2. Experimental Setup

A design drawing of the REMI endstation with its main components is shown in Figure 1. It is installed at beamline FL26 in the experimental hall of FLASH2. Along the beamline, several diagnostic and beam shaping elements like imaging screens, apertures and slits can be inserted into the beampath. In the subsequent section the FEL beam impinges on the split-delay and focussing optics. The former consists of two planar mirrors that are stacked one upon the other to cut the incoming beam geometrically into two co-propagating half-moon shaped beams. By moving one planar mirror with respect to the other, a small change of the path length can be introduced, which leads to a temporal delay of one of the two pulses. The delay range is ± 2500 fs with a resolution better than 1 fs. The ellipsoidal focussing mirror has a focal length of 1 m . It creates a demagnified image of the FEL source-point (the FEL undulator is about 85 m upstream) in the center of the REMI chamber.
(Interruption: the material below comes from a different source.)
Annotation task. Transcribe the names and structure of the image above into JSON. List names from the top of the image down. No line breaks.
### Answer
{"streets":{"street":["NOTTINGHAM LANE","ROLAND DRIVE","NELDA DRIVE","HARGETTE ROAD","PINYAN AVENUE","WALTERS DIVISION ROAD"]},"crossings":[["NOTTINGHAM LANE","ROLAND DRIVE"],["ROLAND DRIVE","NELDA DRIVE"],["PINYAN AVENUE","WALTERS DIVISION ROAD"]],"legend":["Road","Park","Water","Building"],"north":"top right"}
Wavefront-sensor measurements yield an optimized focus size of about 5 μm diameter [19]. The split and delay function is optional, as each planar mirror is large enough to reflect the full FEL beam on its own surface, if centered in the beam. With the given mirror coating and the grazing incidence geometry, the overall transmission is better than 50% for all photon energies up to 180 eV. A more detailed description of the setup with limits and benchmarks can be found in Ref. [19].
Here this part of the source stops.